Quarta-feira, 30 de janeiro de 2008 - 07h22
VANNILDO MENDES E TÂNIA MONTEIRO - Agencia Estado
BRASÍLIA - O desmatamento na Amazônia brasileira virou caso de polícia. Enquanto avalia os números sobre as áreas de floresta derrubada e formula políticas de médio e longo prazo, o governo prioriza a operação de vigilância armada sobre a Amazônia, a ser desencadeada dentro de uma semana. A PF mobiliza-se para um "arrastão policial", como disse hoje o diretor-geral da corporação, Luiz Fernando Corrêa.
A ministra do Meio Ambiente, Marina Silva, acompanhada do ministro interino da Defesa, o comandante do Exército, general Enzo Peri, faz amanhã um sobrevôo no noroeste do Mato Grosso, na fronteira com Amazonas e Rondônia, onde os índices de desmatamento são alarmantes. A polícia começou a mandar para locais estratégicos da Amazônia centenas de policiais. Vão juntar-se a integrantes da Força Nacional de Segurança Pública e da Polícia Rodoviária Federal (PRF), num total de 780 homens, que reforçarão a maior mobilização realizada pela atual gestão para conter o avanço do desflorestamento na região. Marina e Peri, juntos com o secretário-executivo do Ministério da Agricultura, Silas Brasileiro, do ministro do Desenvolvimento Agrário, Guilherme Cassel, desembarcam na amanhã de manhã na Base do Cachimbo e sobrevoam Mato Grosso de helicóptero. Por volta das 13 horas, aterrissam em Sinop e fazem uma reunião especial de avaliação.
O contingente de segurança armada enviado à Amazônia é o terceiro maior mobilizado pela administração federal nos últimos 20 anos, ficando atrás apenas dos 2.200 policiais usados nos Jogos Pan-Americanos, em 2007, e dos mais de 2 mil acionados na desocupação do garimpo de Serra Pelada (PA), na década de 80. A mobilização do Pan durou seis meses e a de Serra Pelada, cerca de dois anos.

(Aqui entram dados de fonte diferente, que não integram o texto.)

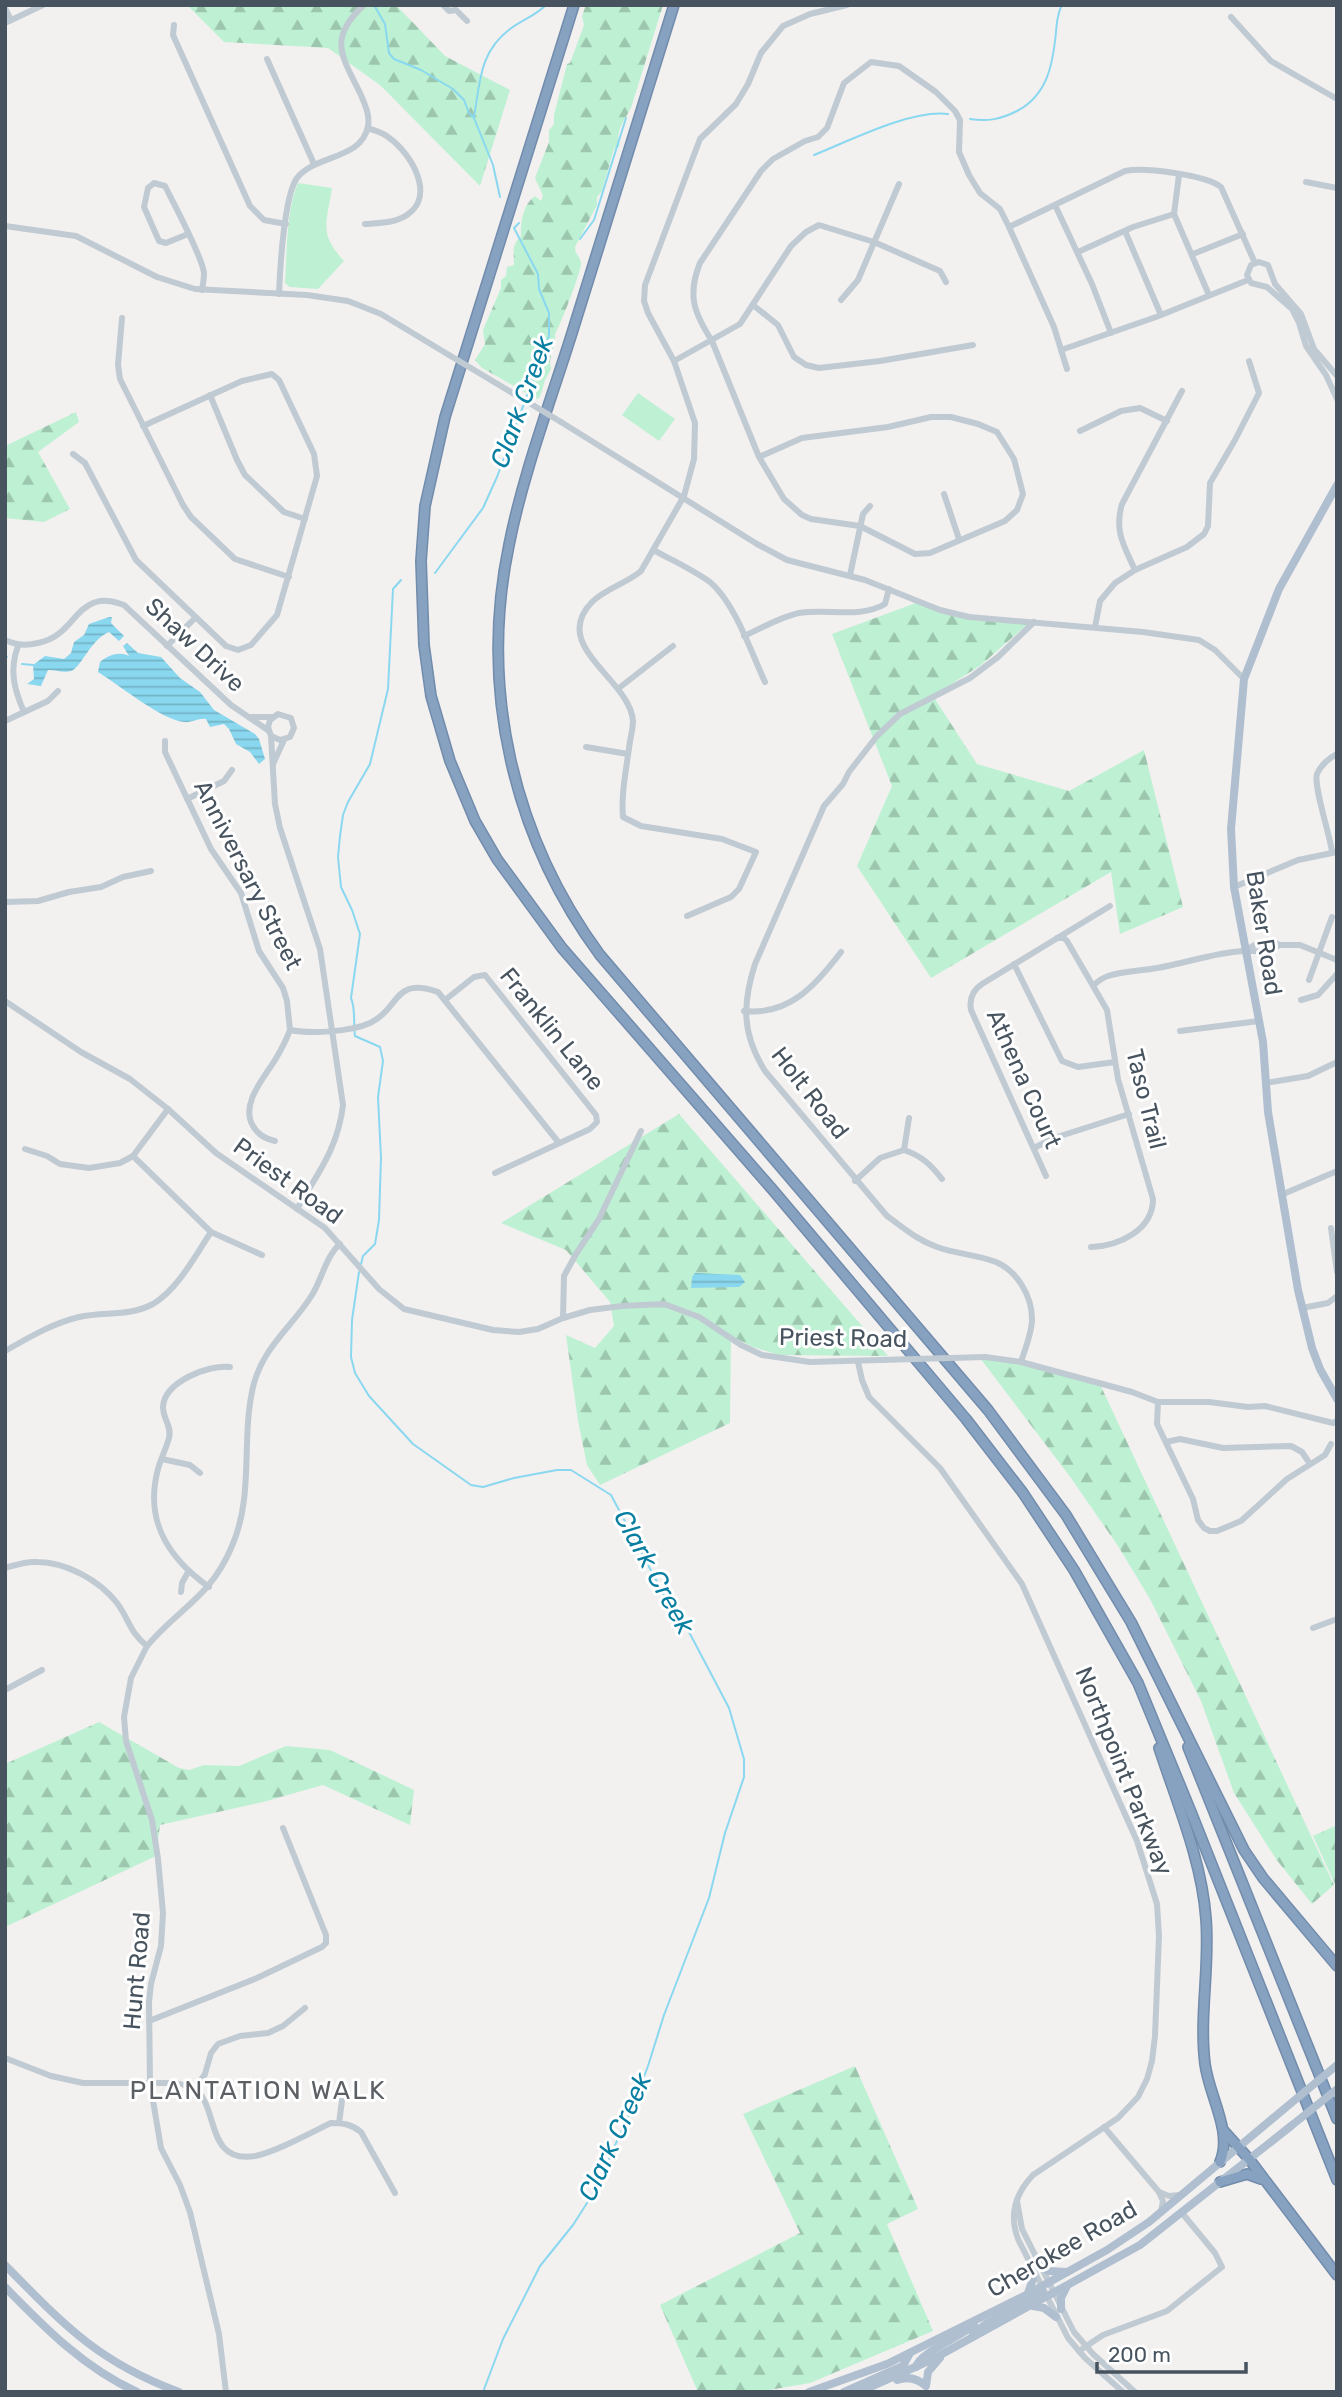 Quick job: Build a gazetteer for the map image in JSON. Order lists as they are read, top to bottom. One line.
{"streets":{"main road":["Baker Road","Cherokee Road"],"street":["Shaw Drive","Anniversary Street","Franklin Lane","Athena Court","Holt Road","Taso Trail","Priest Road","Northpoint Parkway","Hunt Road"]},"crossings":[["Athena Court","Taso Trail"],["Holt Road","Priest Road"],["Priest Road","Northpoint Parkway"],["Priest Road","Hunt Road"],["Northpoint Parkway","Cherokee Road"]],"districts":["PLANTATION WALK"],"water":["Clark Creek"],"scale_bar":"200 m"}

Pela experiência acumulada na Amazônia, a PF coordenará as ações, que serão realizadas na segunda quinzena de fevereiro. Serão reprimidos todos os tipos de crimes ambientais. Os policiais devassarão madeireiras, abordarão suspeitos com motosserra sem licença, combaterão garimpos ilegais, apreenderão carregamentos de madeira e prenderão grileiros e pistoleiros profissionais que atuam na região a serviço. "Temos larga experiência acumulada nesses anos de combate à corrupção e ao crime organizado. Agora, vamos colocar a gestão ambiental no nosso sangue", disse Corrêa.
Ações
O ponto alto da operação programada pelo Poder Executivo para conter a devastação ambiental na região será no dia 21. Nessa data, deverá estar em curso o conjunto de ações policiais, que devem se estender por tempo ainda a ser definido, mas não inferior a seis meses. A PF instalará 11 bases operacionais e ampliará em 25% o efetivo na região.